The stream of consciousness went something like this: I am boring. I am sitting on my parent’s couch. I have a broken ankle. I can’t run, or hike, or ice skate, or snowshoe and I would rather watch a torturous marathon of Fuller House than participate in alternative forms of exercise. I have no exciting news to report. No plans on the horizon. I am sitting on my parent’s couch and I am boring.
In usual form, my brain rapidly fired off these thoughts, quickly dismissed them, and moved on to a new stream of thoughts and new activity. I generally feel things in bursts (except my love of bacon—it is constant, steady, unrelenting, omnipresent). It was also January, a time of general humanity-wide melancholia. I told myself and others that this was just a season: a season where there wasn’t a lot to report back on, publicly document, do, say, and so on.
But these two thoughts kept popping back in my head: What if this life I perceive as boring isn’t a season—what if this is it? As a recent college graduate, I have lived 18 out of 22 years being enrolled in a school, and in all 22 years, I have experienced seasons—literally. Fall, Winter, Summer, Spring. This is life in Western PA. Not that I’m graduated, time bleeds together more. There aren’t Tuesday/Thursday routines versus Monday/Wednesday/Friday routines. There’s no Christmas break or summer internship on the horizon. The seasons begin to blend together, and life becomes…well…a little more boring.
In that first week in January—when my I AM BORING crisis hit—I received an email from a writer named Shelly Miller. I read her thoughts on life after the holidays from the comfort of my parent’s couch, and lemme tell ya—she nailed it. She wrote this:
Last week, as time with our daughter was coming to an end, and memories from Christmas still fresh in the forefront of my thoughts, I exhaled a deep sigh while making the bed and said, “Well, I guess it’s time to get back to real life.”
Using casual slang, I interpreted time set apart with my family during Christmas as not real, meaning less valuable than the work I’d put off for weeks…I dismissed meaningful time with family with thoughts of cleaning up my house, putting Christmas decorations away, and meeting imminent deadlines.
I think we all have found moments like Miller writes about: moments where we become horrified at the ordinary. Moments where our compulsion is to enter into a frenzy of activity. Moments where we are critical of downtime and in hot pursuit of impressive activity. You know I have because I just spent the first few paragraphs of this blog post talking about it. Where we sigh and say, “Well, back to normal, boring life.”
But this week, something has changed. I guess you could say that the colors have become less dull, the prospects less dim, the circumstances less uninteresting. But here’s the thing, folks: NOTHING actually changed. In fact, I have even more reason to lament life because this week I found out I will not be doing any physical adventures until Summer…and it is January. In Western PA. And next week Michelle Obama, my style/life role model is leaving the White House! These things are cause for despair, loss of hope, and other emotions characteristic of the emotional wasteland that is ninth-grade-in-high-school.

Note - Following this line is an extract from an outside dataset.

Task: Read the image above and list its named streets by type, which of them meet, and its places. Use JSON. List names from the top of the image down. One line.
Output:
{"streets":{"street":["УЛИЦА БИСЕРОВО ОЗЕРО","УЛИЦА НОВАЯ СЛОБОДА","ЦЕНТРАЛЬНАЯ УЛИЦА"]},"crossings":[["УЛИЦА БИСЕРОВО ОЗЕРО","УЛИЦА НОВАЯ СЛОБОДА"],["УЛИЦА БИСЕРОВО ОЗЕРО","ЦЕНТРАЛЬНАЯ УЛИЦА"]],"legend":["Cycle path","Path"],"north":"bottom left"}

This week I had a conversation that could be categorized in the locale of the aforementioned emotional wasteland with a person who shared a frankly depressing pessimism about the future of the world, about how they just didn’t see a reason to be hopeful. They are entitled to their opinion, and frankly, have many reasons to feel that way. But. There’s that word again. Butt. Oops, typo, meant to write but. Can’t trust these fingers!
BUT there was this thought that kept coming to my head throughout this week: This ISN’T boring! Inspiration struck, and it struck in the form of people. Ordinary people: my friends. (Are you offended I called you ordinary? Sorry about that, I mean it in the most affectionate way) I have come to see with a new appreciation what Shelly Miller was writing about: life as usual is never usual.

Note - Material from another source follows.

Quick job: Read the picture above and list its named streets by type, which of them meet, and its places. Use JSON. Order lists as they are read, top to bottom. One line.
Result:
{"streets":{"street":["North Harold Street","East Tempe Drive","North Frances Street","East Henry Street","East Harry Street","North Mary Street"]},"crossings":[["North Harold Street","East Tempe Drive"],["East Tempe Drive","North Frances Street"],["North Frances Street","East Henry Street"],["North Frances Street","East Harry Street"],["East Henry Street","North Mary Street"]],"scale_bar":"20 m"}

It’s so easy for all of us to think otherwise. For example: some friends of mine got married in the summer, and when I saw them a few months ago, they admitted that they worried they were becoming boring. But when I look at them, I don’t see boring. I see people living in to the callings and spaces that have been set before them with commitment and integrity. I see the work they are doing and I know I could never do it, and I am floored that they are gifted to fill a void with the vibrancy they inherently possess. Or another example: one of my friends manages communication for a non-profit, and her everyday work is writing—writing emails, writing agendas, writing plans, writing anything and everything— some might think that writing is boring. But I recently saw a video she produced, and the work she did through the gifts she was given was far from boring. I’m not sure how many views the video had, but it was brilliant, an exciting representation of an ordinary person telling a simple story that could inspire remarkable outcomes. I told her I loved it, and she was thrilled I watched. She is not ordinary, and neither is her work. She needed to know.
I think we need to tell people that more. Tell them what we love about them, their work, their lives, how they inspire us. Because I think we all are afraid of being boring, of being the uninteresting friend, of being a snooze. Because life isn’t a competition, and we shouldn’t spend our time trying to sort the winners from the losers.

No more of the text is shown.